- _WHAT THE TASK REQUIRES_:
Would you print exactly the lines that begin the listing and continue through the line holding "0 #3b2a1e) drop-shadow(-1px"? No pictures, please.
_ _ _
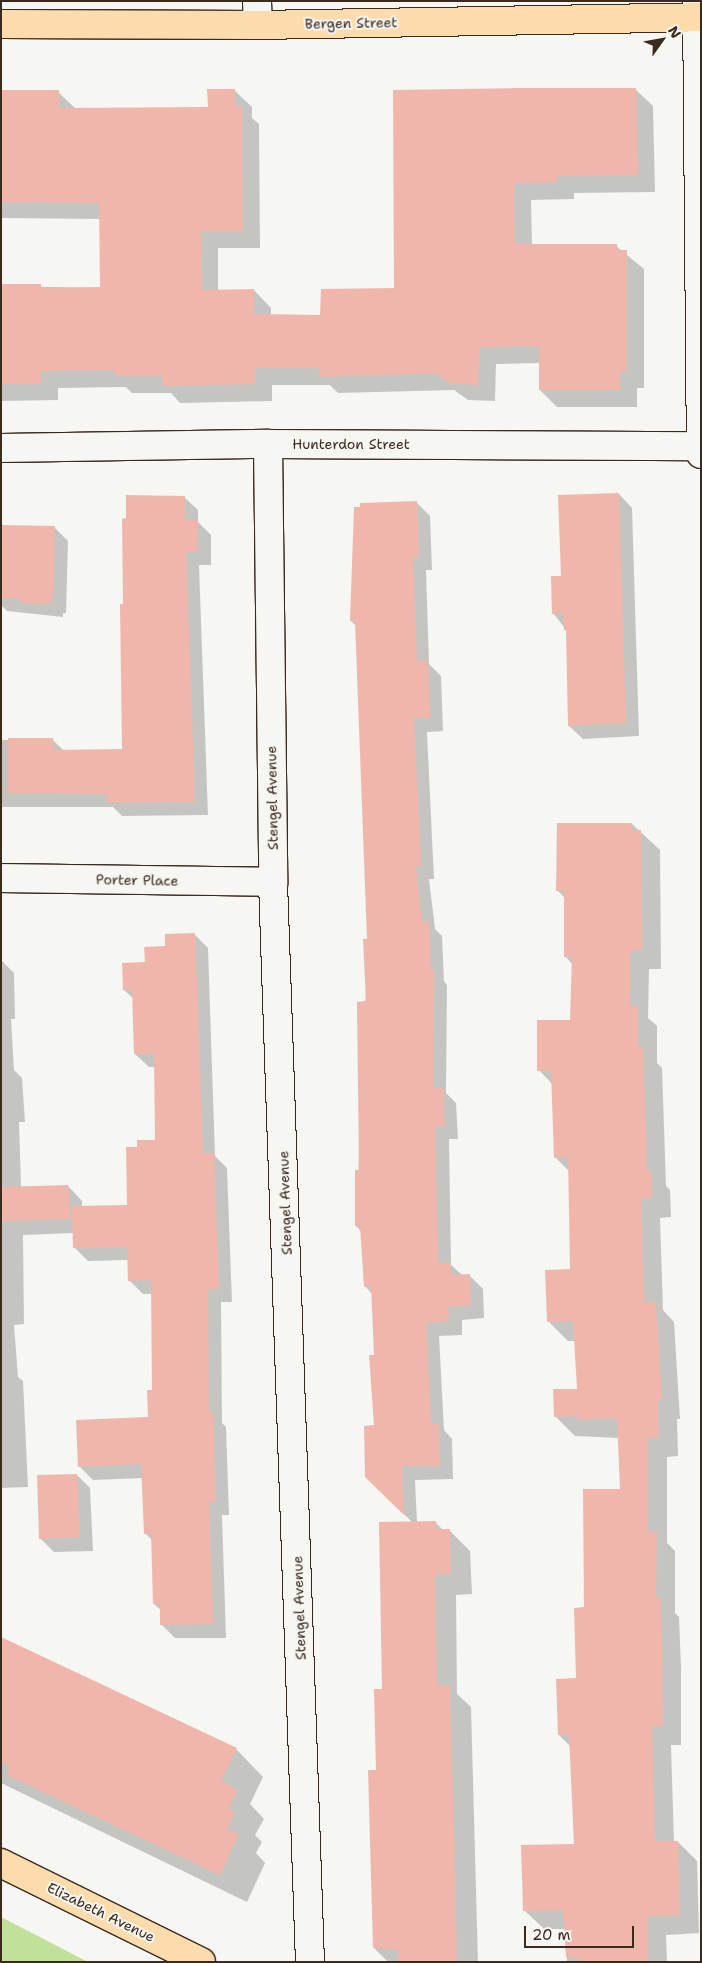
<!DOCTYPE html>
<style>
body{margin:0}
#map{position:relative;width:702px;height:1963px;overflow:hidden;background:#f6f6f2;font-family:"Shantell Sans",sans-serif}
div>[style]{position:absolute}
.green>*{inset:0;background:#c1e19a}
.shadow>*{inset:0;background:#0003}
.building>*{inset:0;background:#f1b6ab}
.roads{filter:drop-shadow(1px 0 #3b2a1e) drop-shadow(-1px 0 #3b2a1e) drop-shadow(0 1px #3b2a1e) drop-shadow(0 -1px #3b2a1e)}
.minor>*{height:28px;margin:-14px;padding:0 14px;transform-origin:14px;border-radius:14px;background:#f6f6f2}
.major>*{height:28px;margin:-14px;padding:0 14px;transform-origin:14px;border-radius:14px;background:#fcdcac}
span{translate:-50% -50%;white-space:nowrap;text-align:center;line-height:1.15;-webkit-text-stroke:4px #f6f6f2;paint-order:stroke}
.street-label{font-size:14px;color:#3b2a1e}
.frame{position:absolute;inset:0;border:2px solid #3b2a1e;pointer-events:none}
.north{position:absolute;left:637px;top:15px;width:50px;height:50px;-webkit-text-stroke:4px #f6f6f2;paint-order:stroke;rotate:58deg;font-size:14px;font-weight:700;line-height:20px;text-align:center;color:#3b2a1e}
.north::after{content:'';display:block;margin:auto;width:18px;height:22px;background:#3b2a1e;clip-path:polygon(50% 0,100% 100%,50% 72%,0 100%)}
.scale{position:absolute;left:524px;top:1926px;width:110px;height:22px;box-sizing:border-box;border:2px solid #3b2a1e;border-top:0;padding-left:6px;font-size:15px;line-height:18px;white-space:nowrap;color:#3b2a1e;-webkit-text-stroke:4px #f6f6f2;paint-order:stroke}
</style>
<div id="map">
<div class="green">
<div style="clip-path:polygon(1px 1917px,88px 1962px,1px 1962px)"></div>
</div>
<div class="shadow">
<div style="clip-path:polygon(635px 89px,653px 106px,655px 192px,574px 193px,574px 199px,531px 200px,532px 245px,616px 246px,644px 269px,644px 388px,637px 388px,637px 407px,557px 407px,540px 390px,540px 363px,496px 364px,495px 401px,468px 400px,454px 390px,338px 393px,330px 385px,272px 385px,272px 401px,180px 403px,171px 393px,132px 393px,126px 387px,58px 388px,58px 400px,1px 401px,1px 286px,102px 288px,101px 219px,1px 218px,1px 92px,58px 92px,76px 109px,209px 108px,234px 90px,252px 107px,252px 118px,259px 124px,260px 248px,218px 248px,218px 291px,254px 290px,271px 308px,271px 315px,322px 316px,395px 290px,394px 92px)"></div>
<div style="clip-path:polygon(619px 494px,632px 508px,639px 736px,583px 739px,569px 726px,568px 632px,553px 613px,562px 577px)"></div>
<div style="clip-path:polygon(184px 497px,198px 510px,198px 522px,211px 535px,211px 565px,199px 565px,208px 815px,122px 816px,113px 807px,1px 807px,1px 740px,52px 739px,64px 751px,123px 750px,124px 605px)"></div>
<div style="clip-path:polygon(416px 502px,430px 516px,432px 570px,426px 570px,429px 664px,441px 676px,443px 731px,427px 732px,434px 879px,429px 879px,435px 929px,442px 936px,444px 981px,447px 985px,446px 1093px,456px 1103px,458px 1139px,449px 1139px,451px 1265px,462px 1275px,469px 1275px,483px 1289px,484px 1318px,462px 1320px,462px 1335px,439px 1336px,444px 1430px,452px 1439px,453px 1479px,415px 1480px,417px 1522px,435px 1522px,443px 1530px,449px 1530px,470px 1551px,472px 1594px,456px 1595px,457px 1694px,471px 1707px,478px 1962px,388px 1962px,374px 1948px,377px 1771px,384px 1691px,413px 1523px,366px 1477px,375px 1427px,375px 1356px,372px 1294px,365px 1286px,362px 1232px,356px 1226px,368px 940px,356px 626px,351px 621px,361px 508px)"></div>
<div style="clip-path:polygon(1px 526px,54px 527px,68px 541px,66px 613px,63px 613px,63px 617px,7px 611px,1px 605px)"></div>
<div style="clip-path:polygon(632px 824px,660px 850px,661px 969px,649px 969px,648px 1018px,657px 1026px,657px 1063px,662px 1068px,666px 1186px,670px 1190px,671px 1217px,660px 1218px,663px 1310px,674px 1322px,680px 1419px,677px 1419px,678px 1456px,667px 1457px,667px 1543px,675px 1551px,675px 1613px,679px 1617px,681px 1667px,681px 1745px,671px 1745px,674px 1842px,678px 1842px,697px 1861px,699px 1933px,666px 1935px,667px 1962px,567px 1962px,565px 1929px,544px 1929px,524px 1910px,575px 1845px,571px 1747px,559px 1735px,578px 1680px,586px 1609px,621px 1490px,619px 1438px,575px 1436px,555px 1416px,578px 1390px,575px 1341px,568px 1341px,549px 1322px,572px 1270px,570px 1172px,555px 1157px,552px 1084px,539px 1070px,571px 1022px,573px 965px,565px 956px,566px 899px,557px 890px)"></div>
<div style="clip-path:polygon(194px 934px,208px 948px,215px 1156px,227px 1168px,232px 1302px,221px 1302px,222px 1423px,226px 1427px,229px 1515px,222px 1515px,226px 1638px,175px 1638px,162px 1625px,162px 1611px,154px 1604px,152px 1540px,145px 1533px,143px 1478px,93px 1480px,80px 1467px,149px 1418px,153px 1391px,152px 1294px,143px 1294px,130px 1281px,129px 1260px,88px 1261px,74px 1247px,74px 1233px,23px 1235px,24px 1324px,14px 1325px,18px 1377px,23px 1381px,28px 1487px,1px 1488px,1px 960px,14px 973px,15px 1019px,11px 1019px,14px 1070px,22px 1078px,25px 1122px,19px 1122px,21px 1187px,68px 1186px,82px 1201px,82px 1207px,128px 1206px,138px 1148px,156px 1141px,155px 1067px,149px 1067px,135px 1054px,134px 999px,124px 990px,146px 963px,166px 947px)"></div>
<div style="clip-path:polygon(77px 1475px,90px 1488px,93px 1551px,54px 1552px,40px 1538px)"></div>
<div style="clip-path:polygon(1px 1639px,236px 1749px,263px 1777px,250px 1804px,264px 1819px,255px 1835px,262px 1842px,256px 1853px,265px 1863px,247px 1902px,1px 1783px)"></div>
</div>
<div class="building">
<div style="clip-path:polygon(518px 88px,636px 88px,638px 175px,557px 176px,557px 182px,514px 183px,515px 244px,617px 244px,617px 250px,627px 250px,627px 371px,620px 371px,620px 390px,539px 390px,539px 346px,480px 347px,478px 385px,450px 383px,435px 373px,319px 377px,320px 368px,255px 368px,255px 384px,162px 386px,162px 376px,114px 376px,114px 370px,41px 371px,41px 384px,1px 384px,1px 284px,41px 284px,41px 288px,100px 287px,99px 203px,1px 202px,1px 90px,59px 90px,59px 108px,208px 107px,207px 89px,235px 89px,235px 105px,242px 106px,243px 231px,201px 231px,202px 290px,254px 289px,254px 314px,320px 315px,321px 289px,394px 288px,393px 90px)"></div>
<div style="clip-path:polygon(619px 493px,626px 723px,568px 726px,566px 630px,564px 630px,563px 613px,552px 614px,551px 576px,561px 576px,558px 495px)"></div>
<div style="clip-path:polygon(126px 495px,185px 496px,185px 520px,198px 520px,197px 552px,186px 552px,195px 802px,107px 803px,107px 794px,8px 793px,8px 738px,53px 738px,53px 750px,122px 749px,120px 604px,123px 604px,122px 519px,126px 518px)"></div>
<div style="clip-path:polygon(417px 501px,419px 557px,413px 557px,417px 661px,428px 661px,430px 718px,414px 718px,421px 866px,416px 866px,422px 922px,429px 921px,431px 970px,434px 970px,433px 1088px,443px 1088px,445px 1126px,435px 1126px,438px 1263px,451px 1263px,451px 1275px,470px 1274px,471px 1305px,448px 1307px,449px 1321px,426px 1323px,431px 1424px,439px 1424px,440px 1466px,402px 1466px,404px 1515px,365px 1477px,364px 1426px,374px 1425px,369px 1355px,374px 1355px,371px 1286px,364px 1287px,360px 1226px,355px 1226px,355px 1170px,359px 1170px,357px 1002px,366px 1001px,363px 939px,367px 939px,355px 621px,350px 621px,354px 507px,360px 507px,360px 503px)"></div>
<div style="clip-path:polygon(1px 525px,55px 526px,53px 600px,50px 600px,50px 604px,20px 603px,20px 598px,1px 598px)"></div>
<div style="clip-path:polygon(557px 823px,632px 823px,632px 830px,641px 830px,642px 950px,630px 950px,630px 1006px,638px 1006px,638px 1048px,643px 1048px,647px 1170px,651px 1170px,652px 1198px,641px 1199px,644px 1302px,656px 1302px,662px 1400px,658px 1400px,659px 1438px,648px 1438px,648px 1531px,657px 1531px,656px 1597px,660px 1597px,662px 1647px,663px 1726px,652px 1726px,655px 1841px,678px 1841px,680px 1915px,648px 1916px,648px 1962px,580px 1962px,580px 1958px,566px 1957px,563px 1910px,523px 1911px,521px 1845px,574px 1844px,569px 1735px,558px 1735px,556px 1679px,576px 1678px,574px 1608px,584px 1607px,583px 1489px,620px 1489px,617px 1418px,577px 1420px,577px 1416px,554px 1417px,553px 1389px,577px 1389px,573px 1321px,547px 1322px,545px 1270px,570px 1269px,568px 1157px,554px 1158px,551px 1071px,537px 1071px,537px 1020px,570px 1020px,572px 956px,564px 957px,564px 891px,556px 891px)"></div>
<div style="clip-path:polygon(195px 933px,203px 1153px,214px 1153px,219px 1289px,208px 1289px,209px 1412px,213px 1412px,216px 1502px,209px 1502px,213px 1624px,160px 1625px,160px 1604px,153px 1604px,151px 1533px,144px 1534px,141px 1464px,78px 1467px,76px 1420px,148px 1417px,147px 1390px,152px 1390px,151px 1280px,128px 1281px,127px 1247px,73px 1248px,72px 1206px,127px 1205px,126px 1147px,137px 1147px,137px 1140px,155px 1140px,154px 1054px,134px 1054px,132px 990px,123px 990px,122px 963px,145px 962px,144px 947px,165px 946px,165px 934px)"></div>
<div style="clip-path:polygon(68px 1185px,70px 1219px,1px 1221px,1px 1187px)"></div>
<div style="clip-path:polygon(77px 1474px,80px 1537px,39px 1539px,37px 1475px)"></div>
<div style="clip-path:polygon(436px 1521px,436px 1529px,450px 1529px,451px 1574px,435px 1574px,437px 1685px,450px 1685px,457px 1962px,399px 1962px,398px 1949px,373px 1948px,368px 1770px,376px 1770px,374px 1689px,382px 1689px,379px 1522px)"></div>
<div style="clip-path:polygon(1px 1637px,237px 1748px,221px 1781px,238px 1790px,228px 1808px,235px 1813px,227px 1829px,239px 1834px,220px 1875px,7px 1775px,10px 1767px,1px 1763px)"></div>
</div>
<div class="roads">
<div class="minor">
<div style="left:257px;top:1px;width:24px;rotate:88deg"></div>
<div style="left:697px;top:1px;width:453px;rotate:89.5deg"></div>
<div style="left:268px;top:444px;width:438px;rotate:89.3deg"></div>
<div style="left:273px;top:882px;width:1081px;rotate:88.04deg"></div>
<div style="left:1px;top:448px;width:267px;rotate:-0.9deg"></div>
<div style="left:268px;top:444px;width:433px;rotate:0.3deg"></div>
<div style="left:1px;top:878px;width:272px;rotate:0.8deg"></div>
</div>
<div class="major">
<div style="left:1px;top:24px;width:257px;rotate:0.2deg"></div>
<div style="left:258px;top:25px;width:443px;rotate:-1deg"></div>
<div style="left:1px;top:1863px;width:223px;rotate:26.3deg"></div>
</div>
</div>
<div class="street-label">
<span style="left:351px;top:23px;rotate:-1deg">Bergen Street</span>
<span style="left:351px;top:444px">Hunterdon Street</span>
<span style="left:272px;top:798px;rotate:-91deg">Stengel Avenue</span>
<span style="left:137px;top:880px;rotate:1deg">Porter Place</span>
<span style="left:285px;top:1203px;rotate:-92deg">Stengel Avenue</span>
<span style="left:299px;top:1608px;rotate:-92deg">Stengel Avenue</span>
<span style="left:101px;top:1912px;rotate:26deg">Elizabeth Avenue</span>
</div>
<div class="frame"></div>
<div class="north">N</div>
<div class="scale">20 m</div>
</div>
_ _ _
- _PROBLEM SOLUTION_:
<!DOCTYPE html>
<style>
body{margin:0}
#map{position:relative;width:702px;height:1963px;overflow:hidden;background:#f6f6f2;font-family:"Shantell Sans",sans-serif}
div>[style]{position:absolute}
.green>*{inset:0;background:#c1e19a}
.shadow>*{inset:0;background:#0003}
.building>*{inset:0;background:#f1b6ab}
.roads{filter:drop-shadow(1px 0 #3b2a1e) drop-shadow(-1px 0 #3b2a1e) drop-shadow(0 1px #3b2a1e) drop-shadow(0 -1px #3b2a1e)}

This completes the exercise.